- **Task directions**
Pick out the lines below that contain the string "Creek" and copy them all.

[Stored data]

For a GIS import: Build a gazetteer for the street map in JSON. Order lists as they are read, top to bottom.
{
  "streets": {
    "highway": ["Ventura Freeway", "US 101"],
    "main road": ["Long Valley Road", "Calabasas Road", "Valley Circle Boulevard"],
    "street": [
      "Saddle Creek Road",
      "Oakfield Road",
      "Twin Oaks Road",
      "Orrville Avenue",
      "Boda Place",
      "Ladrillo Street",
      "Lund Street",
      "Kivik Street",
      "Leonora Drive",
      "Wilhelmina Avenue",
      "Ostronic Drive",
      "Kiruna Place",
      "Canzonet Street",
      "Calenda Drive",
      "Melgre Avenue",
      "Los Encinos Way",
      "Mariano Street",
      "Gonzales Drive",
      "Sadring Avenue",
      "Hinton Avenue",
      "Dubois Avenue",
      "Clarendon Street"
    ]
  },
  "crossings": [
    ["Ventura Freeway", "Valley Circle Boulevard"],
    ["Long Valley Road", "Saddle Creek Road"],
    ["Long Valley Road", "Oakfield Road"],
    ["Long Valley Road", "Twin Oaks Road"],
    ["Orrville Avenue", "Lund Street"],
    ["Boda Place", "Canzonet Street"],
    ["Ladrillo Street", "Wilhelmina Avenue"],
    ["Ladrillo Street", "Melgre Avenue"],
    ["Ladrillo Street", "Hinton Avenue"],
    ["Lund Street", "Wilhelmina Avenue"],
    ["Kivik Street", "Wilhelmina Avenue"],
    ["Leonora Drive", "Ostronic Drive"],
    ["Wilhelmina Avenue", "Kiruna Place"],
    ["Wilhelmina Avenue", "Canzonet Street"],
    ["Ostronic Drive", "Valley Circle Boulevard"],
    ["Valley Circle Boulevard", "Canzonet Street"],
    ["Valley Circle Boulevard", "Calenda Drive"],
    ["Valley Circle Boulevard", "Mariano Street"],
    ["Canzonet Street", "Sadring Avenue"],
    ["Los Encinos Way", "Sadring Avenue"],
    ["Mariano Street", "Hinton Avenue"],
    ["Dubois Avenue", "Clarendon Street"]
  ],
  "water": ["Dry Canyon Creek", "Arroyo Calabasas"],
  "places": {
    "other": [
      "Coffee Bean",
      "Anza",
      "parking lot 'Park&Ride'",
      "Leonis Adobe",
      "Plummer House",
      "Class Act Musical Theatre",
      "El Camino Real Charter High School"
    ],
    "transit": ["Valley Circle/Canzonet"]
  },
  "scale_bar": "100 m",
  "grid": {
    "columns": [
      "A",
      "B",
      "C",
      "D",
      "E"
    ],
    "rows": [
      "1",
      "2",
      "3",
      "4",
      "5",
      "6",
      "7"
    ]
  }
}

- **Result for this exercise**
      "Saddle Creek Road",
    ["Long Valley Road", "Saddle Creek Road"],
  "water": ["Dry Canyon Creek", "Arroyo Calabasas"],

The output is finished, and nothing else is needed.